The first in a series of articles on developments in telepsychiatry.

A Barrier to Telemedicine Adoption

One barrier to the adoption of telemedicine services over the last several years has been a lack of integration within the state medical licensing system. Requirements vary by state, however, the general consensus is that a physician must be licensed in both the state where he or she is located and the state in which the patient is located.

Physicians who wish to treat patients in multiple states must proceed through a lengthy and expensive licensure application for each state in which they wish to practice. The process also often requires extensive paperwork, lengthy processing times, and in some cases, written exams. A flood of bills in recent years, including the Telehealth Enhancement Act of 2015, VETS Act, and TELE-MED Act of 2015, have sought to eliminate the geographic restrictions on telehealth services and, thus, enable doctors to deliver care to patients across the U.S. In this regard, the Interstate Medical Licensure Compact system developed by the Federation of State Medical Boards marks a major milestone in eliminating one of the barriers to telemedicine adoption.

Interstate Licensure Compact System

An Interstate Compact Commission will meet later this year to discuss the specifics of management and administration of the newly enacted Compact, but many important points have already been established. First, since telemedicine must be practiced appropriately and within the standards of licensing boards, the Compact maintains the existing authority of all participating state’s licensing boards. Secondly, the Medical Practice Act, which outlines the laws and regulations governing the practice of medicine within state boundaries, is maintained. Lastly, states will still receive the licensing fees of physician applications and maintenance of licensure and there will be no increase in state spend with the Compact.

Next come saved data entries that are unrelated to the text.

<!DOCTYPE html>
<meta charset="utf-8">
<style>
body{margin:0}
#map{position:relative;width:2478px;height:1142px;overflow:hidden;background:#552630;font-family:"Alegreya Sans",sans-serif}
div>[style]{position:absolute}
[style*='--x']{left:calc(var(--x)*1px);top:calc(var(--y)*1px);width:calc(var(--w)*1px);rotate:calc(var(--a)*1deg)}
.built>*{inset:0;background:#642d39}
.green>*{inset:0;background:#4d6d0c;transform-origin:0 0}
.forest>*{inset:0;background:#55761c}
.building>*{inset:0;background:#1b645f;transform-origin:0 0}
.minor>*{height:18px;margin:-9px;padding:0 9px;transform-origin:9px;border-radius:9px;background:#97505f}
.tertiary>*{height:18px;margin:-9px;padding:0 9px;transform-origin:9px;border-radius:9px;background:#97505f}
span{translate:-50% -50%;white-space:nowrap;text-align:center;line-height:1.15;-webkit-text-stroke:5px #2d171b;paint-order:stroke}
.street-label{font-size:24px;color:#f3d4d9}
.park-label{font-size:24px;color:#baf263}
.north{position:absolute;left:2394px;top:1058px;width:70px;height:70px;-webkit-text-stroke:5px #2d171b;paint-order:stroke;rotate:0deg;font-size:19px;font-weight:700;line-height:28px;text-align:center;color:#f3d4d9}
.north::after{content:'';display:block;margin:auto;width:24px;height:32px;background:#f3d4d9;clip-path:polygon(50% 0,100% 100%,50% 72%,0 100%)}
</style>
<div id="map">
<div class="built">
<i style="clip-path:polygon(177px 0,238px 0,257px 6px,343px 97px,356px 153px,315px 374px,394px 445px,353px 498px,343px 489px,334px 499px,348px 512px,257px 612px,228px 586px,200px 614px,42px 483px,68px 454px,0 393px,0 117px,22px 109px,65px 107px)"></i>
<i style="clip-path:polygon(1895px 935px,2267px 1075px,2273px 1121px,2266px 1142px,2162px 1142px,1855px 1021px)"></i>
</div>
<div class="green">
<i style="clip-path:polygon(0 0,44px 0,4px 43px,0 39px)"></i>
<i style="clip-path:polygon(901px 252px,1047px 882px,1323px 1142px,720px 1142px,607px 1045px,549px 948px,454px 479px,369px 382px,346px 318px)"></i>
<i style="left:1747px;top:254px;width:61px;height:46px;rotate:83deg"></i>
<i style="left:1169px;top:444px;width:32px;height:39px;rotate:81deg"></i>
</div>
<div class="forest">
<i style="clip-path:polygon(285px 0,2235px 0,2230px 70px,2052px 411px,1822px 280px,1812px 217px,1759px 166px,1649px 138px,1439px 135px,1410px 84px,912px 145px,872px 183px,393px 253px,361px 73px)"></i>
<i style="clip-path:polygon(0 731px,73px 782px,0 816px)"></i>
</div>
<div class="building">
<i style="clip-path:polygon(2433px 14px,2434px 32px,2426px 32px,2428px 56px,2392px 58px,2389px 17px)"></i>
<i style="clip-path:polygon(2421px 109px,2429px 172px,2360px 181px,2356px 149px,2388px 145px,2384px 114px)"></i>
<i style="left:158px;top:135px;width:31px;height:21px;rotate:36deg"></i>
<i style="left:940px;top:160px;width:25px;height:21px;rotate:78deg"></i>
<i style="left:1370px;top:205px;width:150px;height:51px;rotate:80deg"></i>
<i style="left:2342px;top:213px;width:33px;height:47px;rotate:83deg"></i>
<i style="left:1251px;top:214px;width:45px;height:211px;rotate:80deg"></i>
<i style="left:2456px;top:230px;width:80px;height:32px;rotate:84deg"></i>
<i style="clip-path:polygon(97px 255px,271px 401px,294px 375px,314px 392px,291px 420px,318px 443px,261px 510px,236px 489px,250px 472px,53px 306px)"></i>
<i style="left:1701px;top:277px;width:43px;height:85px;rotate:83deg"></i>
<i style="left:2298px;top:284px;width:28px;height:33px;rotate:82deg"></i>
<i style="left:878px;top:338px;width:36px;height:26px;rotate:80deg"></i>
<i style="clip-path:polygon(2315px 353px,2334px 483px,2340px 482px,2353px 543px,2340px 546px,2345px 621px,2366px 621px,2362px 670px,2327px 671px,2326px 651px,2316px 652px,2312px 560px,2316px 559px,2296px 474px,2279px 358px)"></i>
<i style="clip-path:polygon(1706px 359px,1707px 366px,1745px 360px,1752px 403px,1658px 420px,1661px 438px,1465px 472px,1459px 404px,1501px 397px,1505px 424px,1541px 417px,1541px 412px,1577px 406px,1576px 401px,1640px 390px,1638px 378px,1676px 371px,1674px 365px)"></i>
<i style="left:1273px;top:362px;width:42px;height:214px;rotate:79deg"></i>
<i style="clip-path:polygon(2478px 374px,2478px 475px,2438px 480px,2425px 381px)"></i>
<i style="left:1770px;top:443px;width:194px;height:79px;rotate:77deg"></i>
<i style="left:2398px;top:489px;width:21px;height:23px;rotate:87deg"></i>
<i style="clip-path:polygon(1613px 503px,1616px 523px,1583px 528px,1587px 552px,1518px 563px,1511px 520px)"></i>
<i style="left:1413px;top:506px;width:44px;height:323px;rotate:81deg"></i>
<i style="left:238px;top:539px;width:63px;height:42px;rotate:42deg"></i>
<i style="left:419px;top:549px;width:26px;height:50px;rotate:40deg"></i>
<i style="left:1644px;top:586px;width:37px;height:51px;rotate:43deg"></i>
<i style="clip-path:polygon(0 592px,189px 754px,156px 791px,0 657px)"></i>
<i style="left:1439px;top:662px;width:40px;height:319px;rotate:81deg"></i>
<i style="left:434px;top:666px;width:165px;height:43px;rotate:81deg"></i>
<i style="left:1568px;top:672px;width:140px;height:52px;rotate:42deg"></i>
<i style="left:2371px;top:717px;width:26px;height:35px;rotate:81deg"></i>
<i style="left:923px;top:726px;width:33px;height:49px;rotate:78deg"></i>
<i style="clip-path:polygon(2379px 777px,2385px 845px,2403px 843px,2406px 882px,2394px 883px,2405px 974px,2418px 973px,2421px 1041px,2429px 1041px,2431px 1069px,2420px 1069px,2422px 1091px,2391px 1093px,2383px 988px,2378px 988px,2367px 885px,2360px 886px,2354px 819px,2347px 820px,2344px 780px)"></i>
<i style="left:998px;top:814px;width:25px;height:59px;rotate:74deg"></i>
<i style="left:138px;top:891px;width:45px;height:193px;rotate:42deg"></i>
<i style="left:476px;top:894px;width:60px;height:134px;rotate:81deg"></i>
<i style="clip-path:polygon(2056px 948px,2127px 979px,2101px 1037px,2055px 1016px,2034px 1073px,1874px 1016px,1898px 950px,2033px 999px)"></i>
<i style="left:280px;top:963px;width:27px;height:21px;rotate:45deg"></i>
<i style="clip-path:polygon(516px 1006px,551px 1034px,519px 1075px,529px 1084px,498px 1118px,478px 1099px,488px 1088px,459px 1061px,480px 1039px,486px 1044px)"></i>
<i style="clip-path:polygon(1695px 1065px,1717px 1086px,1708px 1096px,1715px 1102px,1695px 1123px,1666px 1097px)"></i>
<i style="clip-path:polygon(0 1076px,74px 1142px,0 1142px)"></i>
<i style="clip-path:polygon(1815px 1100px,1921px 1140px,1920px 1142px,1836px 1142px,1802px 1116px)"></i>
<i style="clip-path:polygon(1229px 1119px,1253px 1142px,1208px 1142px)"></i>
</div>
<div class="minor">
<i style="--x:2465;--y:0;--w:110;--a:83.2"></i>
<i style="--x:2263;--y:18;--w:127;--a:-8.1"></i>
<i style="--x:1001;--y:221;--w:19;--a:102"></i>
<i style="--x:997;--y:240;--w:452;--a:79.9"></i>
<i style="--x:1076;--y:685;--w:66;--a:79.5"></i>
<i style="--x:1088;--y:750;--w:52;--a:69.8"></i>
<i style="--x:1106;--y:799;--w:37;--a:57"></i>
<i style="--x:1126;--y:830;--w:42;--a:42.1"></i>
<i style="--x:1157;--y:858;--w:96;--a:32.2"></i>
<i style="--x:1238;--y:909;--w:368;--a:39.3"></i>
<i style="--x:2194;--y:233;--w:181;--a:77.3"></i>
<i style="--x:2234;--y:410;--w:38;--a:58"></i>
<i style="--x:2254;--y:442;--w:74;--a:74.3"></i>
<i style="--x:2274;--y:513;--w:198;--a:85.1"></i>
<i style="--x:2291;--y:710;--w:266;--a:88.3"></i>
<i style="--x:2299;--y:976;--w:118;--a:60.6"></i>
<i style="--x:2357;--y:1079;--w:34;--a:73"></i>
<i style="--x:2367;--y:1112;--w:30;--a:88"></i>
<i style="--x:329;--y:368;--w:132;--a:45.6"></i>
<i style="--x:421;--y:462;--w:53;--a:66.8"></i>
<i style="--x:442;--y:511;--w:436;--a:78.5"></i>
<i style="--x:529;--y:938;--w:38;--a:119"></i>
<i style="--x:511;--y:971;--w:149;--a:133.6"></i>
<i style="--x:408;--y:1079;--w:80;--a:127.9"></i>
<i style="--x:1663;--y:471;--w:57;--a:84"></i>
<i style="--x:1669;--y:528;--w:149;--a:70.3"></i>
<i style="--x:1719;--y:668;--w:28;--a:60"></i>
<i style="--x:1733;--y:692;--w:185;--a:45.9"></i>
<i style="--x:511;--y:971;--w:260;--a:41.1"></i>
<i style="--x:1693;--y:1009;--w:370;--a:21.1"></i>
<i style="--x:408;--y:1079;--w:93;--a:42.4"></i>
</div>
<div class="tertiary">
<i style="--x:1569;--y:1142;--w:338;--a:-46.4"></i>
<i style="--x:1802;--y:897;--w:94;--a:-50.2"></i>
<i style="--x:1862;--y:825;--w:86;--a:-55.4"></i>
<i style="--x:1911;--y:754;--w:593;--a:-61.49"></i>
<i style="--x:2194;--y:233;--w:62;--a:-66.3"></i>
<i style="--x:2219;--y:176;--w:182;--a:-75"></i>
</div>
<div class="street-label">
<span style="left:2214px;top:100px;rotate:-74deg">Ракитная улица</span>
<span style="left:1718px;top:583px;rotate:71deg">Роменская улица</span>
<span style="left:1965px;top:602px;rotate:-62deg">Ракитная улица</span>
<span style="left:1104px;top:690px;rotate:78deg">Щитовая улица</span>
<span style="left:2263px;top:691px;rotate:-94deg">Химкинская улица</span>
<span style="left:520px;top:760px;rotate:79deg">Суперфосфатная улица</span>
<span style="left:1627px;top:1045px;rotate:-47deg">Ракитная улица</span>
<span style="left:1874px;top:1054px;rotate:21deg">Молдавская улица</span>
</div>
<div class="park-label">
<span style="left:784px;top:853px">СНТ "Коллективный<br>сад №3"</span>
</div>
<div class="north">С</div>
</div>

The Compact does not provide one universal license for all participating states. It does, however, increase the ease and reduce the time required to obtain a medical license in other member states. Once physicians have completed the Compact process to receive another state medical license, they follow the same rules and regulations as if he or she had applied the traditional route. In order to join, physicians must meet the following requirements: (i) possess a medical license in one of the Compact states (ii) have a specialty certification (iii) have no discipline on any state medical licenses, and is not under investigation (iv) passed the USMLE or CMLEX (v) completed a GME program. In the application, physicians simply designate his or her state of principal licensure and select the other member states in which licensure is sought.

State-Level Adoption and Introduction of Compact Legislation

12 States have adopted the Interstate Medical Licensure Compact, including Alabama, Idaho, Illinois, Iowa, Minnesota, Montana, Nevada, South Dakota, Utah, West Virginia, Wisconsin, and Wyoming. States who participate in the Compact agree to expedite license applications for physicians who seek to practice medicine across state lines. Compact legislation has been introduced in 14 additional states, including Alaska, Arizona, Colorado, Kansas, Maryland, Michigan, Mississippi, Nebraska, New Hampshire, Oklahoma, Pennsylvania, Rhode Island, Vermont, Washington, with more expected to join this year. Most states’ physician licensure guidelines adhere to the telemedicine guidelines set forth by the Federation of State Medical Boards.

Conclusion

The Compact will join the ranks of similar professional regulations that facilitate interstate health care like the Nurses Licensure Compact (NLC) which launched in 2000. Other healthcare professions are also following suit and exploring their own licensure compact structures. The Compact represents a major step forward in the nationwide adoption of telemedicine and, in turn, the critical effort to bring quality patient care to rural and underserved areas.